§ Problem requirements
Take the records below from their first line to the line with "position:relative; width:944px; height:1590px;", and restate those lines word for word.

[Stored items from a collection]
=== Section Start ===

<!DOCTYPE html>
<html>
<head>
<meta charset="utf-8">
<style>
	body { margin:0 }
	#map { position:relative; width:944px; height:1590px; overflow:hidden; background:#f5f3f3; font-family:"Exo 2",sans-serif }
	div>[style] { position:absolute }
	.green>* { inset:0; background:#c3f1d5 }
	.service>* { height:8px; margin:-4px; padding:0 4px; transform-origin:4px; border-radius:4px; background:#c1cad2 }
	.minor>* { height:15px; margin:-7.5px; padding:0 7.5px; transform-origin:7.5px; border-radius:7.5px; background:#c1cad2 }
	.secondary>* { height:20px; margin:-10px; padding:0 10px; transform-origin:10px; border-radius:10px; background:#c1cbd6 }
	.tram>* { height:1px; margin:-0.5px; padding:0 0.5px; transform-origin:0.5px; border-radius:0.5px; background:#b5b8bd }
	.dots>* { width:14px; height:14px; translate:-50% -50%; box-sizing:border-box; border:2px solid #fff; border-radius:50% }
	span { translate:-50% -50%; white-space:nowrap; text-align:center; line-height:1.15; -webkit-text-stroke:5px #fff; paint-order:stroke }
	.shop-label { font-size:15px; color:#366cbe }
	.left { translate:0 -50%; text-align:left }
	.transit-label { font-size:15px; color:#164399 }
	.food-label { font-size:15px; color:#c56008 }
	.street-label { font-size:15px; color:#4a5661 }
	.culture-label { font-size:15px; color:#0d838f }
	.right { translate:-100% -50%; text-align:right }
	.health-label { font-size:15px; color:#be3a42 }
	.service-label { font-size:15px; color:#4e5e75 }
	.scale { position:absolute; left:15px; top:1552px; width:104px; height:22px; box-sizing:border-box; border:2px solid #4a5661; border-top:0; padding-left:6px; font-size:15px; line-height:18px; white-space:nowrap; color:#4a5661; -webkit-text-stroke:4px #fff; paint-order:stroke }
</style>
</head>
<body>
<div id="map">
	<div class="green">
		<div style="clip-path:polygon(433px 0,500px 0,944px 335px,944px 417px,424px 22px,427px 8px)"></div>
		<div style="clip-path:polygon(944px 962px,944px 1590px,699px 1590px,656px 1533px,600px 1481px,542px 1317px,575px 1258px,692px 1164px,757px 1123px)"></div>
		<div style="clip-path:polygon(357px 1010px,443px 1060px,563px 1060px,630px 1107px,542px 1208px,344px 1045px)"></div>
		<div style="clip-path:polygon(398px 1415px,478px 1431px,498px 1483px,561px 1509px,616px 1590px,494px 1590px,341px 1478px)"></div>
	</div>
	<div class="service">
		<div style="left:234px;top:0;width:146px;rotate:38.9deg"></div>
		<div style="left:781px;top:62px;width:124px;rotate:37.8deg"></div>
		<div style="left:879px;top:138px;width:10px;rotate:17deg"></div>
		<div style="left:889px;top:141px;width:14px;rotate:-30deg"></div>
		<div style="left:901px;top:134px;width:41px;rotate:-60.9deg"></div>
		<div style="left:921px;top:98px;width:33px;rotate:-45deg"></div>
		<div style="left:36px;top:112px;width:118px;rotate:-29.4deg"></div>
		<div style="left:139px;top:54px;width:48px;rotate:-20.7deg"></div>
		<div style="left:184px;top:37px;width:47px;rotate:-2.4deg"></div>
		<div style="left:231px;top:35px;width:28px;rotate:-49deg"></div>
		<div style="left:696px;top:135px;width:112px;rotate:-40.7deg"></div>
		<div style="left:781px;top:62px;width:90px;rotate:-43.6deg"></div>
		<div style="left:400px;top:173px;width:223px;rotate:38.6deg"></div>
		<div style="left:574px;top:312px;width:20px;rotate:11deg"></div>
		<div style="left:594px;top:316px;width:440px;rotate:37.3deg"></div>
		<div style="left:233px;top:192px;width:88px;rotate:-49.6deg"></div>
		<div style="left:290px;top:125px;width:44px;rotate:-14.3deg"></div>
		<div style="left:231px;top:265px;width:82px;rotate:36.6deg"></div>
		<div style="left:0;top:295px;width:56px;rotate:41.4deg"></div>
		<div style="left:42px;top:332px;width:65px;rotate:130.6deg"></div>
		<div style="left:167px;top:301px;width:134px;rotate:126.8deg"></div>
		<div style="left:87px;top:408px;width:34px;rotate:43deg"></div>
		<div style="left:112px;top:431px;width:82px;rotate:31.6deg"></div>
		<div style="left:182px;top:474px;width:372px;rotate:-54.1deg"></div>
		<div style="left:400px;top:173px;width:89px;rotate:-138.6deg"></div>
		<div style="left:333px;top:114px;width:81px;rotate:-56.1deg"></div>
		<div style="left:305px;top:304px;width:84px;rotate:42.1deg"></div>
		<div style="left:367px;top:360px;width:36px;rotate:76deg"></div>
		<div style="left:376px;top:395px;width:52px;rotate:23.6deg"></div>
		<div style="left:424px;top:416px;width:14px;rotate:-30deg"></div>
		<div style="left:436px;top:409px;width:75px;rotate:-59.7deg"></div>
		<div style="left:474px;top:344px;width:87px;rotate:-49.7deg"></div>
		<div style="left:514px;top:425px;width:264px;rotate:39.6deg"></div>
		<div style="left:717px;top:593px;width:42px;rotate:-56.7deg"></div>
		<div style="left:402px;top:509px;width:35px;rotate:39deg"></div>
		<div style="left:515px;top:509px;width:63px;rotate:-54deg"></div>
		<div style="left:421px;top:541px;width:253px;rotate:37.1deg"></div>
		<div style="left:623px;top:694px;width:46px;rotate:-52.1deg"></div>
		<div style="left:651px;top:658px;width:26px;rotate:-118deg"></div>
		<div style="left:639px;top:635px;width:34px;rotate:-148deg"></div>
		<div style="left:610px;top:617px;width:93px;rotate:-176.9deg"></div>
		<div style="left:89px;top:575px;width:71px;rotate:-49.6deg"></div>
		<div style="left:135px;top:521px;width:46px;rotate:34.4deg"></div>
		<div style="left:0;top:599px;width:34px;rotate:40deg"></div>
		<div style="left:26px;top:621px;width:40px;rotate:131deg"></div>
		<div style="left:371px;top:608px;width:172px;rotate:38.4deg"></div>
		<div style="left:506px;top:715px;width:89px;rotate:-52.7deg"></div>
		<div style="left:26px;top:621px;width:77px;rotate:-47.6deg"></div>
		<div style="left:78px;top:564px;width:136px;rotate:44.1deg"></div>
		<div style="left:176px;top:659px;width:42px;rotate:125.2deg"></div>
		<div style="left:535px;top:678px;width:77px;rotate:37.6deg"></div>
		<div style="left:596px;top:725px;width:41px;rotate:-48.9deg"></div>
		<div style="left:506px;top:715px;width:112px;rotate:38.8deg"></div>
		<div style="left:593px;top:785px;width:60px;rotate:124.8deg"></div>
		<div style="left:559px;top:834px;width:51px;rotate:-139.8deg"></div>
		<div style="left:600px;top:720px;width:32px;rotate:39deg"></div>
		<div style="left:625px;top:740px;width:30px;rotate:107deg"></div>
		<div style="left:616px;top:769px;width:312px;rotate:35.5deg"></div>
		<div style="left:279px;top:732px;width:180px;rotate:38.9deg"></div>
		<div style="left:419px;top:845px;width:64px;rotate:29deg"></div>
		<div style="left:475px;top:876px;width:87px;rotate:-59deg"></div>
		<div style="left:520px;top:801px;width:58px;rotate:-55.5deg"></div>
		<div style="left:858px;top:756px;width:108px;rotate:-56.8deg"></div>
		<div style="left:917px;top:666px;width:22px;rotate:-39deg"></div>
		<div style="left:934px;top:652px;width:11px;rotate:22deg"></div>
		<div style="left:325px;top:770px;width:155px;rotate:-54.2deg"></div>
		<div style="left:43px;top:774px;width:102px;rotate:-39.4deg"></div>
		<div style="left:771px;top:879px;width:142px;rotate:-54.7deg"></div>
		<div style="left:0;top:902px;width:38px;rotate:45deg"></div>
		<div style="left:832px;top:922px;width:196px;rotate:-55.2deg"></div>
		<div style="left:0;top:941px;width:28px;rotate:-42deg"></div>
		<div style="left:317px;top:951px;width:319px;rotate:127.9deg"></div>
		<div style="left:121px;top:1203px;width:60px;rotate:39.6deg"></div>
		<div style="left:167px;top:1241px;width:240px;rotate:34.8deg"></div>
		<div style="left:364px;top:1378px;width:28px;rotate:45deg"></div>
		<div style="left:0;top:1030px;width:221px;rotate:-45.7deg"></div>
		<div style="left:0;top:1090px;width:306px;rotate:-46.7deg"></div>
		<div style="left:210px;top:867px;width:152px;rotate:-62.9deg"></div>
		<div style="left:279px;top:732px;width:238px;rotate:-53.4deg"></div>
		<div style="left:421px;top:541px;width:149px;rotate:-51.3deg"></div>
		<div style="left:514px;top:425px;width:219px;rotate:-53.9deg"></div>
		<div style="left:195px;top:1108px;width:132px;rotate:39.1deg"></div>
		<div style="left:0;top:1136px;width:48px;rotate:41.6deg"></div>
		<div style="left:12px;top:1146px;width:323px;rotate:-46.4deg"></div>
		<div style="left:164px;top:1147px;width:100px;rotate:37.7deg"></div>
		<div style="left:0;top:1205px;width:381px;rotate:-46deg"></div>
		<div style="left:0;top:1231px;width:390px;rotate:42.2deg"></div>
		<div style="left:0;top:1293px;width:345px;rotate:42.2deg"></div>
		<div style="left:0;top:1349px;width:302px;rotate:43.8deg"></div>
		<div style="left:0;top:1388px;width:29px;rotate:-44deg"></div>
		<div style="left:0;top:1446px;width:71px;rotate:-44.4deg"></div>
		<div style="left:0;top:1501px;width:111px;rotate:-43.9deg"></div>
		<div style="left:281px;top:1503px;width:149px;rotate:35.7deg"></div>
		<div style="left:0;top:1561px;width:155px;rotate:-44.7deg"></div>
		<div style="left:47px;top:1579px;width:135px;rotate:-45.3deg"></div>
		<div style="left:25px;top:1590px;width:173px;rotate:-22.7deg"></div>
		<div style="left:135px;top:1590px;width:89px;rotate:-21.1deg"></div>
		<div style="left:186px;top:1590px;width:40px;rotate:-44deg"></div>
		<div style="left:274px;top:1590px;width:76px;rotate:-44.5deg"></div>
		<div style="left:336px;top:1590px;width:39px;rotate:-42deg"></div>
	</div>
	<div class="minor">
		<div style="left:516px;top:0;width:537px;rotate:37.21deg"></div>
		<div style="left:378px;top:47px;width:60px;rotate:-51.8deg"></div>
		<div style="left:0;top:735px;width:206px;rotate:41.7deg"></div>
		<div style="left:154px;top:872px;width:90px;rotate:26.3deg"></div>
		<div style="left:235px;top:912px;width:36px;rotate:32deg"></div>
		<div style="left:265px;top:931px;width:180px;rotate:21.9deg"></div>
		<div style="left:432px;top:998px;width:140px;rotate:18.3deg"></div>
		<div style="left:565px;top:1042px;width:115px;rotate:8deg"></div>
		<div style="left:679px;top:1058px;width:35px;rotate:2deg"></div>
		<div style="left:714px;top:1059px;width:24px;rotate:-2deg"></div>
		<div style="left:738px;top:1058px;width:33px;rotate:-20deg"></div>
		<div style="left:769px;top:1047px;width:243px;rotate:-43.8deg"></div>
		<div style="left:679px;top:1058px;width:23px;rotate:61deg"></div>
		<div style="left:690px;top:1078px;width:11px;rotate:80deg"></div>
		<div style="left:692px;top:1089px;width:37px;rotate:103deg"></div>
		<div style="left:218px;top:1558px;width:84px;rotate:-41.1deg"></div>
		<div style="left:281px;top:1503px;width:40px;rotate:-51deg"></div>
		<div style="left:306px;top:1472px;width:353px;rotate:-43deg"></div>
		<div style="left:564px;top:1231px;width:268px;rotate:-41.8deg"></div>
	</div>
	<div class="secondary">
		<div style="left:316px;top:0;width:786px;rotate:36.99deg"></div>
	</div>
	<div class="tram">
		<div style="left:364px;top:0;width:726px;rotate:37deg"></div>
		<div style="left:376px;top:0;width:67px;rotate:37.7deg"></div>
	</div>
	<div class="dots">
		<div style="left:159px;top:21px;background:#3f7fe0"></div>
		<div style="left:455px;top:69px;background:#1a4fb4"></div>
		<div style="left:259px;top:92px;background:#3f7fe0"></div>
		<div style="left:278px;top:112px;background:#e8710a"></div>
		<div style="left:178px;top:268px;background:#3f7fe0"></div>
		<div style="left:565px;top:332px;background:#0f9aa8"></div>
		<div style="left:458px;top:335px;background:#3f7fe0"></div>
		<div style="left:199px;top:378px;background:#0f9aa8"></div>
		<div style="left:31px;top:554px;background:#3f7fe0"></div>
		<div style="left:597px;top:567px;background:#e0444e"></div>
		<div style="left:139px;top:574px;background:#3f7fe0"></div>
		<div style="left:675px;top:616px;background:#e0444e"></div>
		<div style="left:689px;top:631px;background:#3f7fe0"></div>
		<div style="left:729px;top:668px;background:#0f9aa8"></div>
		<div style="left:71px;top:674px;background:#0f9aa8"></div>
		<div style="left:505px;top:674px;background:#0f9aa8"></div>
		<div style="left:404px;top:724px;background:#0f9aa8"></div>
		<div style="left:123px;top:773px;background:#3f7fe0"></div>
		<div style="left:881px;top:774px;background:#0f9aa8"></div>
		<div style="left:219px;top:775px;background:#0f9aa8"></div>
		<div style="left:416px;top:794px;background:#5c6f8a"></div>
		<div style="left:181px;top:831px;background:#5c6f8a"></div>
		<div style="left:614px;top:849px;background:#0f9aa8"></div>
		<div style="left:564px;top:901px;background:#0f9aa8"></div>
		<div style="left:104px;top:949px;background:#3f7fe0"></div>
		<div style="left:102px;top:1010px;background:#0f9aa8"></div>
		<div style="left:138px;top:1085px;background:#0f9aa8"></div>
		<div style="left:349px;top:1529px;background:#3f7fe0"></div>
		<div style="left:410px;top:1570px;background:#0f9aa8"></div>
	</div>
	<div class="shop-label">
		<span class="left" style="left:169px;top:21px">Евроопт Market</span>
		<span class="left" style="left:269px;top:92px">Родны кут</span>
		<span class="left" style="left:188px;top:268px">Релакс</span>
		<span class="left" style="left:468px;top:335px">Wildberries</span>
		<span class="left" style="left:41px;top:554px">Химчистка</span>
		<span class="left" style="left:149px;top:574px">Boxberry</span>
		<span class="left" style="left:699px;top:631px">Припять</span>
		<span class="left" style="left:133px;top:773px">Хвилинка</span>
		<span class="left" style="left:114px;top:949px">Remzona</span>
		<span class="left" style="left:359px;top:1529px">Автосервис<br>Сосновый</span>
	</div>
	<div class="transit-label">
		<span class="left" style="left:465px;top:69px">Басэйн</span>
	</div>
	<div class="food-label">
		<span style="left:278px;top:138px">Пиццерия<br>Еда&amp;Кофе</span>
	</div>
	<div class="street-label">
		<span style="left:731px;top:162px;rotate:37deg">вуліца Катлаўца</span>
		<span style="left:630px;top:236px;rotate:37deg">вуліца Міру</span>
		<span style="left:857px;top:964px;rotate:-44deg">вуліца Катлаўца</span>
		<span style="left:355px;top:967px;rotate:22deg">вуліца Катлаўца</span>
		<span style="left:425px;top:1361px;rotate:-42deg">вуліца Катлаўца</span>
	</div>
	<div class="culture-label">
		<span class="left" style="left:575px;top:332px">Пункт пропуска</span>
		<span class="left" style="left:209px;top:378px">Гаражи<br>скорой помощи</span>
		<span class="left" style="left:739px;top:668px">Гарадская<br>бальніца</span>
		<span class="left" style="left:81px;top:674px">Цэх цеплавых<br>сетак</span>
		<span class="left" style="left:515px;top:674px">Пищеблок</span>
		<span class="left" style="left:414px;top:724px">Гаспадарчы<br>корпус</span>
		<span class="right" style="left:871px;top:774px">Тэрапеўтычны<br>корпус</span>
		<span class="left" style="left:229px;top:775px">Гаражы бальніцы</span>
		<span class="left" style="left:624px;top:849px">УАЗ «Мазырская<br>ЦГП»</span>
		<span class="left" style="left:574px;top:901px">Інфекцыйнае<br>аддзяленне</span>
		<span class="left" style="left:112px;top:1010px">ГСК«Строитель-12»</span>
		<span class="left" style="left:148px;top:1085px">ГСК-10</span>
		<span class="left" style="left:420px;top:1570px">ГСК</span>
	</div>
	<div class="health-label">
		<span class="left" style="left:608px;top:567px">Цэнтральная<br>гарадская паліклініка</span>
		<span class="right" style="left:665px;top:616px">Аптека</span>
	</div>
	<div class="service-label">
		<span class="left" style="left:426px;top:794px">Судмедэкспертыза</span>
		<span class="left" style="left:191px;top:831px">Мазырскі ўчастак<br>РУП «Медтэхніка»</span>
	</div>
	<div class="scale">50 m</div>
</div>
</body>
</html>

=== Section End ===

§ Solution to this task
<!DOCTYPE html>
<html>
<head>
<meta charset="utf-8">
<style>
	body { margin:0 }
	#map { position:relative; width:944px; height:1590px; overflow:hidden; background:#f5f3f3; font-family:"Exo 2",sans-serif }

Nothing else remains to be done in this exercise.